How many times must a bounded random number generator bounded by its output run until it outputs 1?

Question

Say you have a function with input $x$ that generates a random integer between $1$ and $x$. Every time you run the function you replace its input with its output until the function outputs $1$. What is the expected number of times you will have to run the function?

For example, if $x$ is $1000$. You run $f(1000)$ and it gives you, say $500$. Then you run $f(500)$ and it gives you $1$. So it took you $2$ runs to roll a $1$, I was wondering what the expected amounts of runs would be for $x$.

I initially thought it would just be $\log_2x$ because you are expected to halve the value on each run, but that clearly doesn't work for $x=2$ because you're expected to roll twice to get $1$. Maybe that's just because its a base case so I wrote this on python to check for 1000 -

y = 0
for j in range(100000):
    i = 1000
    z = 0
    while i>1:
        i = randrange(1, i+1)
        z+=1
    y += z
y = y/100000
print(y)

and it gives approximately ~8.5 rolls. Any ideas?

Answer 1

Let $\mathbb{N}$ refer to the positive integers.

Let $l$ be a function from $\mathbb{N}$ to $\mathbb{R}$ representing the expected number of turns needed to reach $1$.

We can tell from your example that the integer range $1 \cdots x$ is inclusive. For example, if the value at turn $t$ is $100$, the value at turn turn $t+1$ can be $100$.

If the value on turn $t$ is $x$, then every integer $\{1,2,\cdots x\}$ is equally likely to be the value on the next turn.

This process has no memory, so if our state is $50$, the expected number of turns remaining does not depend on the number of turns that have already passed.

With this, we can give a group of equations that holds for all $n$. We will temporary not address the issue of a base case.

$$ l(n) = 1 + \frac{1}{n}\sum_{i=1}^nl(i)$$

Let's define a helper function $L$ representing the number of turns left not counting the current one.

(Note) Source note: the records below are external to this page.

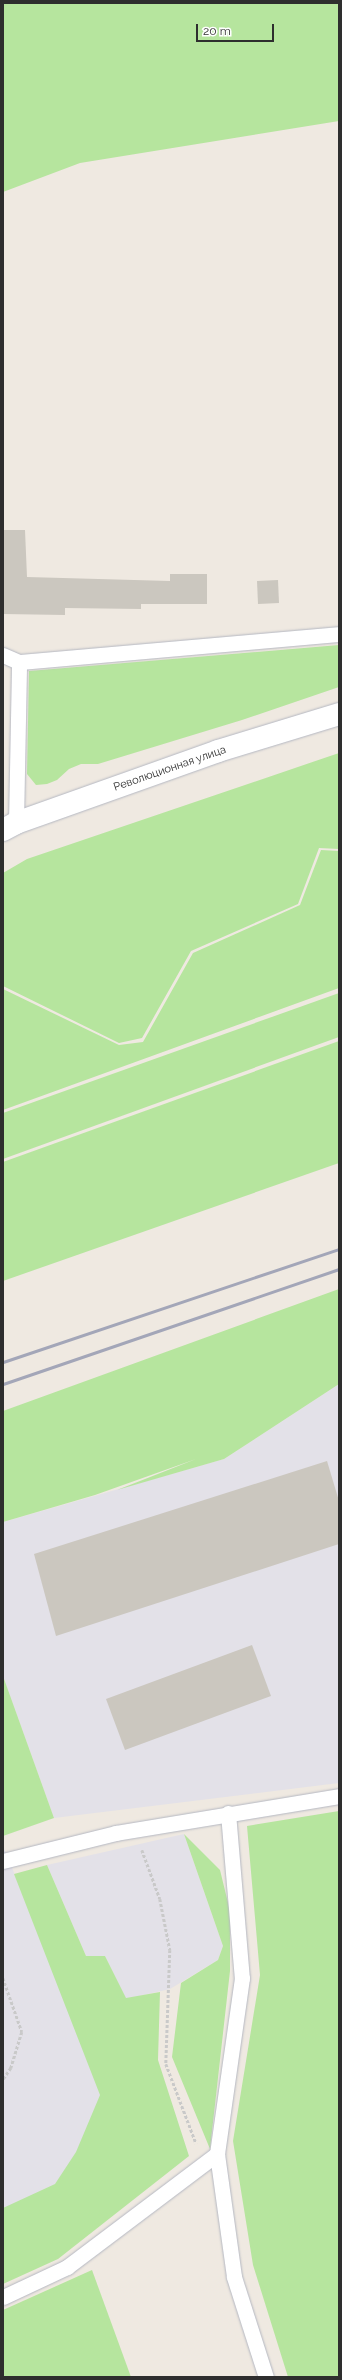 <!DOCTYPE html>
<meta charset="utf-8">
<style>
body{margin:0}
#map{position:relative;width:342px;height:2380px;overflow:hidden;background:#efe9e1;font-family:Raleway,sans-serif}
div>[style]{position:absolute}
.industrial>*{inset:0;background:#e3e1e8}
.green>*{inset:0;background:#b6e59e}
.building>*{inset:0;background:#cbc7bf}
.path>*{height:2.5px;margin-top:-1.25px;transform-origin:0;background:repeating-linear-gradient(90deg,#c9c9c9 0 3px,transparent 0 5px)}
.roads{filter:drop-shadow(0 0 1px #b4b7c1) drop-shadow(0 0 1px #b4b7c1)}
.service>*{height:15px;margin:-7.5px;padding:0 7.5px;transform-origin:7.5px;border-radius:7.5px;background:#fff}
.tertiary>*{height:22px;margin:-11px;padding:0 11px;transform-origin:11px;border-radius:11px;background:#fff}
.rail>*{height:3px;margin:-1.5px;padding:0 1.5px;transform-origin:1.5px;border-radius:1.5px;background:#a3a6b8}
span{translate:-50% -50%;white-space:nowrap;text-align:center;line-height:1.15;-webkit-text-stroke:3px #fff;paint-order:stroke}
.street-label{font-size:11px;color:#2e2e2e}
.frame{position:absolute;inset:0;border:4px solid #2e2e2e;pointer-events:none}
.scale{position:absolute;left:196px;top:24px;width:78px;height:18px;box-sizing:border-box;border:2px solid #2e2e2e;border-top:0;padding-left:5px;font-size:12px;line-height:14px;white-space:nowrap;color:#2e2e2e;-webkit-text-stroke:3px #fff;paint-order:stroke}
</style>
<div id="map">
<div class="industrial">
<div style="clip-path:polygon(339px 1384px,339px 1783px,54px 1818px,3px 1676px,3px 1522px,224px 1459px)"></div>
<div style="clip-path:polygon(184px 1834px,223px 1946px,218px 1960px,170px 1989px,126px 1999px,105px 1956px,86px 1956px,47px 1865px)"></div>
<div style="clip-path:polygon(3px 1846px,113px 2114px,67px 2188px,3px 2216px)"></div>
</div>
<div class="green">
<div style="clip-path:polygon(3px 3px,339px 3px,339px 121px,80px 163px,3px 192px)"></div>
<div style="clip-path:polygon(339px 645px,339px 687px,242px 720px,98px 764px,81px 764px,69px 769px,57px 780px,47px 784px,36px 785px,27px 774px,29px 671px)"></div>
<div style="clip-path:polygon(339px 753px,339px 849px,319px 848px,298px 904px,191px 951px,142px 1038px,119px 1043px,3px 986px,3px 873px,27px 859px)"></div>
<div style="clip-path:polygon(321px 850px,339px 851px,339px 988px,3px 1110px,3px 989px,119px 1045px,143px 1042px,193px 953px,300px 905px)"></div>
<div style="clip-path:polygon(339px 993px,339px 1037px,3px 1159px,3px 1113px)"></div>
<div style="clip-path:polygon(339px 1041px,339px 1163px,3px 1281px,3px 1162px)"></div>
<div style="clip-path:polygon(339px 1289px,339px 1384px,224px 1459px,117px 1490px,196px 1459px,95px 1495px,3px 1522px,3px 1411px)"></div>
<div style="clip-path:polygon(3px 1676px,54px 1818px,3px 1836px)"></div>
<div style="clip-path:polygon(339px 1811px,339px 2377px,288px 2377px,253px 2265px,233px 2141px,260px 1975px,247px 1826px)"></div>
<div style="clip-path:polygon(184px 1834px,220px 1870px,230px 1911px,230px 1971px,210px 2149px,172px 2057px,181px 1983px,218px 1960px,223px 1946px)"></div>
<div style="clip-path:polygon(47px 1865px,86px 1956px,105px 1956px,126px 1998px,160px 1992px,158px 2060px,189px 2156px,58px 2259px,3px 2284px,3px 2208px,55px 2184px,76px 2152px,100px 2095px,14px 1874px)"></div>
<div style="clip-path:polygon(92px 2270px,131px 2377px,3px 2377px,3px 2310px)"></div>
</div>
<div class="building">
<div style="clip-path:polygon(3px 530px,25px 530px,27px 577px,170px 581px,170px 574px,207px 574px,207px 604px,141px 604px,141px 609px,65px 608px,65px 615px,3px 614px)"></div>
<div style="clip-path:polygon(278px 580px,279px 603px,258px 604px,257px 581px)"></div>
<div style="clip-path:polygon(327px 1461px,339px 1501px,339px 1544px,56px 1636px,34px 1554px)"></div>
<div style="clip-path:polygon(252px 1645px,271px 1696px,125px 1750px,106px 1699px)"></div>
</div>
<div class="path">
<div style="left:142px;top:1850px;width:52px;rotate:69.8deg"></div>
<div style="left:160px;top:1899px;width:52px;rotate:78.9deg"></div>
<div style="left:170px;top:1950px;width:114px;rotate:92deg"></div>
<div style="left:166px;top:2064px;width:85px;rotate:69.2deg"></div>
<div style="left:3px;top:1978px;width:57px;rotate:70.6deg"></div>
<div style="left:22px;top:2032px;width:38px;rotate:107deg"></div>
<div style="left:11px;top:2068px;width:14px;rotate:124deg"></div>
</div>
<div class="roads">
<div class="service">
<div style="left:3px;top:655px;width:17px;rotate:24deg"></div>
<div style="left:16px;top:823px;width:161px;rotate:-88.9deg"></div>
<div style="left:19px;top:662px;width:321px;rotate:-5deg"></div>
<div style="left:228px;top:1813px;width:166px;rotate:85.2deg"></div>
<div style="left:242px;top:1978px;width:178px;rotate:98.1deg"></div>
<div style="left:217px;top:2154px;width:124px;rotate:82.1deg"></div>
<div style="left:234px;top:2277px;width:105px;rotate:72.3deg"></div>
<div style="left:3px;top:1861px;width:116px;rotate:-13.9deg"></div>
<div style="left:116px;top:1833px;width:226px;rotate:-9.4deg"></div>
<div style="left:3px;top:2297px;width:71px;rotate:-25.1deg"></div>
<div style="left:67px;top:2267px;width:188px;rotate:-37deg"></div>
</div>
<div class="tertiary">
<div style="left:3px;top:830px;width:15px;rotate:-28deg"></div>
<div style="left:16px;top:823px;width:214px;rotate:-19.6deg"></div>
<div style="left:218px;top:751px;width:127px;rotate:-17deg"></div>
</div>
</div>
<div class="rail">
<div style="left:3px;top:1362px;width:354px;rotate:-18.6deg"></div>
<div style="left:3px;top:1384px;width:355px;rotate:-18.9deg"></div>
</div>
<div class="street-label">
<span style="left:170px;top:769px;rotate:-19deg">Революционная улица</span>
</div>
<div class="frame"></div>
<div class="scale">20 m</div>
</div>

$$ L(n) = \frac{1}{n}\sum_{i=1}^nl(i) $$

Hence, the following holds

$$ l(n) = 1 + L(n) $$ $$ n \cdot l(n) = n + n \cdot L(n) $$ $$ n \cdot l(n) = n + l(n) + (n-1)\cdot L(n-1) $$ $$ (n-1)\cdot l(n) = n + (n-1) \cdot L(n-1) $$ $$ l(n) = \frac{n}{n-1} + L(n-1) $$ $$ l(n) = \frac{n}{n-1} + l(n-1) - 1$$ $$ l(n) - l(n-1) = \frac{n}{n-1} - 1 $$ $$ l(n) - l(n-1) = \frac{n-(n-1)}{n-1} $$ $$ l(n) - l(n-1) = \frac{1}{n-1} $$

Let's note that, because of how $l$ is defined, successive differences of $l$ are the same as successive differences of $L$.

Now that we have a nice formula for the difference between successive values of $L(n)$, we just need a base case.

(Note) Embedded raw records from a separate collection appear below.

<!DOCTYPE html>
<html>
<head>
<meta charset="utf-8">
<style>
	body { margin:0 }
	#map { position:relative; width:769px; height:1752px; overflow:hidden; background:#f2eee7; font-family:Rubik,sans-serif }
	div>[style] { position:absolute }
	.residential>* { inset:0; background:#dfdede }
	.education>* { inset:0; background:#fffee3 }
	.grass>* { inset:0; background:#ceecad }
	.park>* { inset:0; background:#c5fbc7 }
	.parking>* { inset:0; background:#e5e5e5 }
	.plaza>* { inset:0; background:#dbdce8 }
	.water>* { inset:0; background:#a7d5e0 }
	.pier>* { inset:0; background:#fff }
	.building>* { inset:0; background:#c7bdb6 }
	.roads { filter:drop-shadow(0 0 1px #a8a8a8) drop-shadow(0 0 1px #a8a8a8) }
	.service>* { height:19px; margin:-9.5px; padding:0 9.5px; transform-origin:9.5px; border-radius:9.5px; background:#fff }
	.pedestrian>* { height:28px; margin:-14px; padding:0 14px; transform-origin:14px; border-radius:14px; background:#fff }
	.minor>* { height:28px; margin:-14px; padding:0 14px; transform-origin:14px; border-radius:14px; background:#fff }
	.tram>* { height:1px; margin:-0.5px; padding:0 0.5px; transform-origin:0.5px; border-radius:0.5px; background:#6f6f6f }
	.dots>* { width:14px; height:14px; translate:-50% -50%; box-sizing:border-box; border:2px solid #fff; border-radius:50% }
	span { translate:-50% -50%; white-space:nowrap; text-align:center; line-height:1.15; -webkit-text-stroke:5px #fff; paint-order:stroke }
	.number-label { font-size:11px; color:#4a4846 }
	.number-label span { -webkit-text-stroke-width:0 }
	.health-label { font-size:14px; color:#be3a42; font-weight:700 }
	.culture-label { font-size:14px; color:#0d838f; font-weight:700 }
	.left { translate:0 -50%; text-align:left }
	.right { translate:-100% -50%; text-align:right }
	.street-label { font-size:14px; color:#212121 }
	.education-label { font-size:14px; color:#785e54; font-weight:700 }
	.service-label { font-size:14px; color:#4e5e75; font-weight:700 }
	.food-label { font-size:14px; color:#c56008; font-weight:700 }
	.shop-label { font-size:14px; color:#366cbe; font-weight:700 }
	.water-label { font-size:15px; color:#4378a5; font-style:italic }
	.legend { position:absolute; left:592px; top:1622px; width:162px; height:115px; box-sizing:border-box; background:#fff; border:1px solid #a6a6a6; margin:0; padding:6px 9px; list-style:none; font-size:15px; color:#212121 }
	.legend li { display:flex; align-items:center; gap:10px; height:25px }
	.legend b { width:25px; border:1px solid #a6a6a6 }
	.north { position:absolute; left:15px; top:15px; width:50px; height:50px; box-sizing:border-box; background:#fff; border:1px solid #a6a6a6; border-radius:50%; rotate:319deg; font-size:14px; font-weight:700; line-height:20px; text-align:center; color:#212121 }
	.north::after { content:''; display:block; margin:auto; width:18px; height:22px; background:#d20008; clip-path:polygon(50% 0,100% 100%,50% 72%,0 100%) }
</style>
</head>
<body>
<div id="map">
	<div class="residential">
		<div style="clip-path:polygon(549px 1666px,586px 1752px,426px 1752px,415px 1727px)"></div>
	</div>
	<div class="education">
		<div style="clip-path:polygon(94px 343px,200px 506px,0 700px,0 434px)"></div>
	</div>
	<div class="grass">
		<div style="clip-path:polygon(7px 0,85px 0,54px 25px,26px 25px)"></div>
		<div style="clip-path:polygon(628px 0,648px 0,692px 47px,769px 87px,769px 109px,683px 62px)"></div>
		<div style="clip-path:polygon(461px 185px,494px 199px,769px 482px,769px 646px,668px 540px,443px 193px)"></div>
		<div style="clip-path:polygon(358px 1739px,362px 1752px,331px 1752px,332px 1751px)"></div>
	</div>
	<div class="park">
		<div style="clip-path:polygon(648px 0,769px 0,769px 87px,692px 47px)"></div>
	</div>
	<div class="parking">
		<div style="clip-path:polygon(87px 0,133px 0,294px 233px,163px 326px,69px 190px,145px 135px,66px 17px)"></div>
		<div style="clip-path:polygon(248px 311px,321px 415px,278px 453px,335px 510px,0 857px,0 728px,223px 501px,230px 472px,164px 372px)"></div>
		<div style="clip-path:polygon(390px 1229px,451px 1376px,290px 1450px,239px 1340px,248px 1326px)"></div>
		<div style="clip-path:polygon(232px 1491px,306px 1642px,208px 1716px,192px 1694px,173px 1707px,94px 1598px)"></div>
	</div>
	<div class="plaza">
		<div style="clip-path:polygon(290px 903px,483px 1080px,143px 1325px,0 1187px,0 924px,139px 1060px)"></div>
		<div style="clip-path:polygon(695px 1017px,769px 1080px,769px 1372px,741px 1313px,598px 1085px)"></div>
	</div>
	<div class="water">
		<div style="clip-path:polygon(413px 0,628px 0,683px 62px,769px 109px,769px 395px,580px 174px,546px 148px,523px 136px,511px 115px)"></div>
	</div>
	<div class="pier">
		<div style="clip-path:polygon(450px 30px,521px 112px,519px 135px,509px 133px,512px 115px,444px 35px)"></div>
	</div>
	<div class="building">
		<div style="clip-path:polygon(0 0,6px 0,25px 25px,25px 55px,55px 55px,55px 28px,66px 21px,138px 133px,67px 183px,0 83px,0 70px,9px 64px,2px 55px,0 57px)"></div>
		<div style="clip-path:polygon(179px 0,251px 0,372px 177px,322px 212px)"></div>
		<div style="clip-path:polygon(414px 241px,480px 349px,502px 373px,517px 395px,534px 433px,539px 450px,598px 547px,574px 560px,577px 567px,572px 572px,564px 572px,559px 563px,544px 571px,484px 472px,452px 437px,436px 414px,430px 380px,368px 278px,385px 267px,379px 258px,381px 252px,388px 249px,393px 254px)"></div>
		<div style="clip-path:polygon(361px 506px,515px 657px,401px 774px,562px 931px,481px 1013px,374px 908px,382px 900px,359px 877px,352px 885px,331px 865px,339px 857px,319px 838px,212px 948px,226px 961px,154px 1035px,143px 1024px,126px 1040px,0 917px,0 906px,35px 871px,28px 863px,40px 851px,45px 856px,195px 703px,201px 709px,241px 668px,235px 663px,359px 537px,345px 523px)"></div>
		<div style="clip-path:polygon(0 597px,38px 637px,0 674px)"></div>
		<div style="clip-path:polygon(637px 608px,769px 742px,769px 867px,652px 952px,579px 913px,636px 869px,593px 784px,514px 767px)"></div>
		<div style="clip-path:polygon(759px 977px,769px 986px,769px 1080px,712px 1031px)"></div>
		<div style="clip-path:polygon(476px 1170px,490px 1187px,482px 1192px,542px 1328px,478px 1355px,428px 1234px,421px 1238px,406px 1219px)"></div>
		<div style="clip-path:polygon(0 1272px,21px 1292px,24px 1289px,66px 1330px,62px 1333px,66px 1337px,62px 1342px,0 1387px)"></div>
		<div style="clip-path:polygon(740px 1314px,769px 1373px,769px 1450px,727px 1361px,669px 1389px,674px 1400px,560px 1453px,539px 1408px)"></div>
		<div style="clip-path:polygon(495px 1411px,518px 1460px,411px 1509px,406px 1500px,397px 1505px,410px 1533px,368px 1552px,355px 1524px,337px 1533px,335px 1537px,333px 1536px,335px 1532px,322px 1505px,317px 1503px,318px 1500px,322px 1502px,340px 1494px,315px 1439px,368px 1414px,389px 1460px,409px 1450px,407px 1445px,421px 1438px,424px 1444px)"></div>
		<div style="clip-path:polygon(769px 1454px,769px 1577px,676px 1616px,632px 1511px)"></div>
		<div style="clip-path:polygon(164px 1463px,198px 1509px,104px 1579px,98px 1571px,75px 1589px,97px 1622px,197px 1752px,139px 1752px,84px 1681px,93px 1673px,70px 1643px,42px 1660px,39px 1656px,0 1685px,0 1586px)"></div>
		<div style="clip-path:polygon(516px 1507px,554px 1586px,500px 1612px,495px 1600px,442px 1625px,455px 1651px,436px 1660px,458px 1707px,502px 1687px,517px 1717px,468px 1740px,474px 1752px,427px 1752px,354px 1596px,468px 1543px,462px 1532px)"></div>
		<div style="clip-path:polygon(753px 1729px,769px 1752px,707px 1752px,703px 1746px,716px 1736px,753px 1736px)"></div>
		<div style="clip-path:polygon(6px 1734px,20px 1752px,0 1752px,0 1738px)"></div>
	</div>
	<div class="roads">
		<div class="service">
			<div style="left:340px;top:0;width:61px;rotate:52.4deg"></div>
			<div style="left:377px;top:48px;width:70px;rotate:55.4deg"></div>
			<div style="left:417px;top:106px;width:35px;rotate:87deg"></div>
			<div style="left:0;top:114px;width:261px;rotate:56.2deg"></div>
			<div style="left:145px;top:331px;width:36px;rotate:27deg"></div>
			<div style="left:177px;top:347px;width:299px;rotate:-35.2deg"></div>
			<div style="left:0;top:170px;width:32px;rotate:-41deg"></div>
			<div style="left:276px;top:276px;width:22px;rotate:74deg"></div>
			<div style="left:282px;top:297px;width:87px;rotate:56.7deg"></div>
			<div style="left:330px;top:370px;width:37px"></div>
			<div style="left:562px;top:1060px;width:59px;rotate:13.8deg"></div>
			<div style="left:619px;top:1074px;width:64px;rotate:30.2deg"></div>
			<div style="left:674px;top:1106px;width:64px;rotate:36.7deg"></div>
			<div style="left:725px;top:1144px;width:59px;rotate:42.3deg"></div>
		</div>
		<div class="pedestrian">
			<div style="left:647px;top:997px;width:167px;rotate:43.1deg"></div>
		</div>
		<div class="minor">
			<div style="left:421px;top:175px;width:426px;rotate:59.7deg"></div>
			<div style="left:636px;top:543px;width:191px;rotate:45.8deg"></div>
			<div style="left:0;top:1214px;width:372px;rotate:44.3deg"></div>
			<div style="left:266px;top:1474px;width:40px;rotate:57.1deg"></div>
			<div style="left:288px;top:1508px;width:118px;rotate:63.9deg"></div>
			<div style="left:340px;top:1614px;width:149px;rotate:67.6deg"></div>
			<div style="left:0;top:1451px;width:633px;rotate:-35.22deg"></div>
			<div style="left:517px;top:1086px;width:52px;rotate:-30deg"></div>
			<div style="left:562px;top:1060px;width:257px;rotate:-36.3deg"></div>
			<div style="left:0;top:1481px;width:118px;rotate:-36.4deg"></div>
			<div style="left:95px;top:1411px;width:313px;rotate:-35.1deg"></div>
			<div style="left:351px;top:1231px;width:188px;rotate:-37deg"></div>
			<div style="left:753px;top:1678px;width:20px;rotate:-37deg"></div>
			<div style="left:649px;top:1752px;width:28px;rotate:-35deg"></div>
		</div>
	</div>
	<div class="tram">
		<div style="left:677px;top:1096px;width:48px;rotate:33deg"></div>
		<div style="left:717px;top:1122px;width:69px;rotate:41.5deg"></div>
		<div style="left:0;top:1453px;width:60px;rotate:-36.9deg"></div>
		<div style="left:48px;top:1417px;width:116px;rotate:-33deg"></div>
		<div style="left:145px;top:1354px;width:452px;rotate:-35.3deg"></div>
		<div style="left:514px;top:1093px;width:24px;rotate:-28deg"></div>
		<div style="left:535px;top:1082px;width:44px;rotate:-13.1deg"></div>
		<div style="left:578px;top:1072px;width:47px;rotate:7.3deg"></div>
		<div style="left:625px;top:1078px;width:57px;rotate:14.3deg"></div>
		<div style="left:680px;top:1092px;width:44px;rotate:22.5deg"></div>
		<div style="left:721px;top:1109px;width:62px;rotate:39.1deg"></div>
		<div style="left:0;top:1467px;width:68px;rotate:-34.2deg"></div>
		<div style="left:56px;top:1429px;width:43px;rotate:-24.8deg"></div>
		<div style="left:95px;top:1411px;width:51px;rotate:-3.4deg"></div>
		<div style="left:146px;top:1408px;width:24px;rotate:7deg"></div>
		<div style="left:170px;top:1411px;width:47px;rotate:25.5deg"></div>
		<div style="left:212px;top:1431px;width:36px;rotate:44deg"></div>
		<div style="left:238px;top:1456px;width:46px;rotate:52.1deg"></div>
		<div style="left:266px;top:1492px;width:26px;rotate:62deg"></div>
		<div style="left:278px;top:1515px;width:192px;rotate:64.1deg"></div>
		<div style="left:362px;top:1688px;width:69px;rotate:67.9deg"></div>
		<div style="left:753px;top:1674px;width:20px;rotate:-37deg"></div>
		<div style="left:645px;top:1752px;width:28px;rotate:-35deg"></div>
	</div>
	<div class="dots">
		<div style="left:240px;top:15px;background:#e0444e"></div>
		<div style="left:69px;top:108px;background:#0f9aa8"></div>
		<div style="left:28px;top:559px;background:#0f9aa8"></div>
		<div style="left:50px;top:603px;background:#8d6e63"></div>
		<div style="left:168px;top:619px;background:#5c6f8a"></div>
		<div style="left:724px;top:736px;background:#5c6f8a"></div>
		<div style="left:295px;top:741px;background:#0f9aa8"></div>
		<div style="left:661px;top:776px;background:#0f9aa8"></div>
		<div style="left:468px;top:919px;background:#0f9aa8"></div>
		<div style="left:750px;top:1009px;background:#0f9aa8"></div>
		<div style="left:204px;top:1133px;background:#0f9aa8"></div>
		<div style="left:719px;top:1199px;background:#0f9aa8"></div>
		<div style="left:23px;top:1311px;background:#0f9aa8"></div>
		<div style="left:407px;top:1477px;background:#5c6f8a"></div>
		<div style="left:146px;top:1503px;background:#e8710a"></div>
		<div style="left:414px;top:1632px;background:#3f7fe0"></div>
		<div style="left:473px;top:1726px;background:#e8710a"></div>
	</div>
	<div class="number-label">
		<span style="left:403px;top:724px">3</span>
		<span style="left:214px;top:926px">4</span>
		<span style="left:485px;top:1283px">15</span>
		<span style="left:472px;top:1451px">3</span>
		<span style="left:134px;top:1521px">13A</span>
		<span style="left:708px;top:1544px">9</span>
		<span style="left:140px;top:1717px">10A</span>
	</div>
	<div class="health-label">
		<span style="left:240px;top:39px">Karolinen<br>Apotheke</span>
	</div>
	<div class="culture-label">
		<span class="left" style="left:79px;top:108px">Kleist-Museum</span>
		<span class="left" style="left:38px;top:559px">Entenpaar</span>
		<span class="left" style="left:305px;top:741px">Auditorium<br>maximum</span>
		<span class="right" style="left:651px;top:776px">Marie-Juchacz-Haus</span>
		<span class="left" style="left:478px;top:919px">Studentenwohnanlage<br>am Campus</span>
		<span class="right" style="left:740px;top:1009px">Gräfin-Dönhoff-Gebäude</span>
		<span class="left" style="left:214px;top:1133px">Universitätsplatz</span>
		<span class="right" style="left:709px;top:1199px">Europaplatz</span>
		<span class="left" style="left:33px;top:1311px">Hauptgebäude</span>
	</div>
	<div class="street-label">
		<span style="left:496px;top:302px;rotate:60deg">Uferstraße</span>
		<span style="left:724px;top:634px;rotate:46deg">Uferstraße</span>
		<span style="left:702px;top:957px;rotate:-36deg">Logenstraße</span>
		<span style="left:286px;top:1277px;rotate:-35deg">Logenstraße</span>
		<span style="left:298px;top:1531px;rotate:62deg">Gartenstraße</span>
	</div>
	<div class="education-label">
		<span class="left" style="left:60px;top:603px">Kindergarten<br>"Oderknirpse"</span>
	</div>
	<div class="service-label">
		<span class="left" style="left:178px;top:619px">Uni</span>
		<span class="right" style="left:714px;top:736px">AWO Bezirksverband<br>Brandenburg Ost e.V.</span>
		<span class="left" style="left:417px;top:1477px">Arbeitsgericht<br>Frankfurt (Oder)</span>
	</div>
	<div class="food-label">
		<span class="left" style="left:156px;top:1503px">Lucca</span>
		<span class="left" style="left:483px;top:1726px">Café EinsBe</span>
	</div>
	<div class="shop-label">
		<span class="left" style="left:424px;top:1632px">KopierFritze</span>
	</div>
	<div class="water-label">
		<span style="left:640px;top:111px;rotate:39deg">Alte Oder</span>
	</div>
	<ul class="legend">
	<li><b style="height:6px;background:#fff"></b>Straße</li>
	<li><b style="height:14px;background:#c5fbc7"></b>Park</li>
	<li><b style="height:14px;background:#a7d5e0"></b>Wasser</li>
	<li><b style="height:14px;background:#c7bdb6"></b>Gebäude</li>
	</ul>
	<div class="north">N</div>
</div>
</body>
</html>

$$ L(1) = 0 \;\;\;\text{and}\;\;\; L(2)-L(1) = 1 $$

$$ L(n) = \sum_{i=1}^{n-1} \frac{1}{i} $$

And therefore, as desired:

$$ l(n) = 1 + \sum_{i=1}^{n-1} \frac{1}{i} $$

$l(1000)$ is indeed approximately $8.5$.

>>> 1 + sum(1/x for x in range(1, 1000))
8.484470860550342

Answer 2

Let $X_n$ be the random variable representing the amount of time taken to get to $1$ and let $f(n)=\mathbb{E}[f_n]$. We know that $f(1)=1$. In general, if we start with $n$, then with probability $\frac{1}{n}$ we roll $n$ and end up back where we started except we've made one roll. If we roll $1<m<n$, then the expectation in this case is $1+f(m)$ since it's as if we began with $m$ initially expect we've made an extra roll. By the law of total expectation, this means that if $A_i$ is the event "the first roll is $i$" then: $$f(n)=\mathbb{E}[f(n)\mid A_n]P(A_n)+\mathbb{E}[f(n)\mid A_{n-1}]P(A_{n-1})+\cdots +\mathbb{E}[f(n)\mid A_1]P(A_1)=\\ \frac{1}{n}[(f(n)+1)+(f(n-1)+1)+\cdots (f(2)+1)+1]= \frac{1}{n}(f(n)+f(n-1)+\cdots +f(2)+n)$$ which implies that $$f(n)=\frac{1}{n-1}(f(n-1)+\cdots+f(2)+f(1) + (n-1))$$ You can use this to iteratively compute $f(n)$, but I am not sure if there is a closed form expression.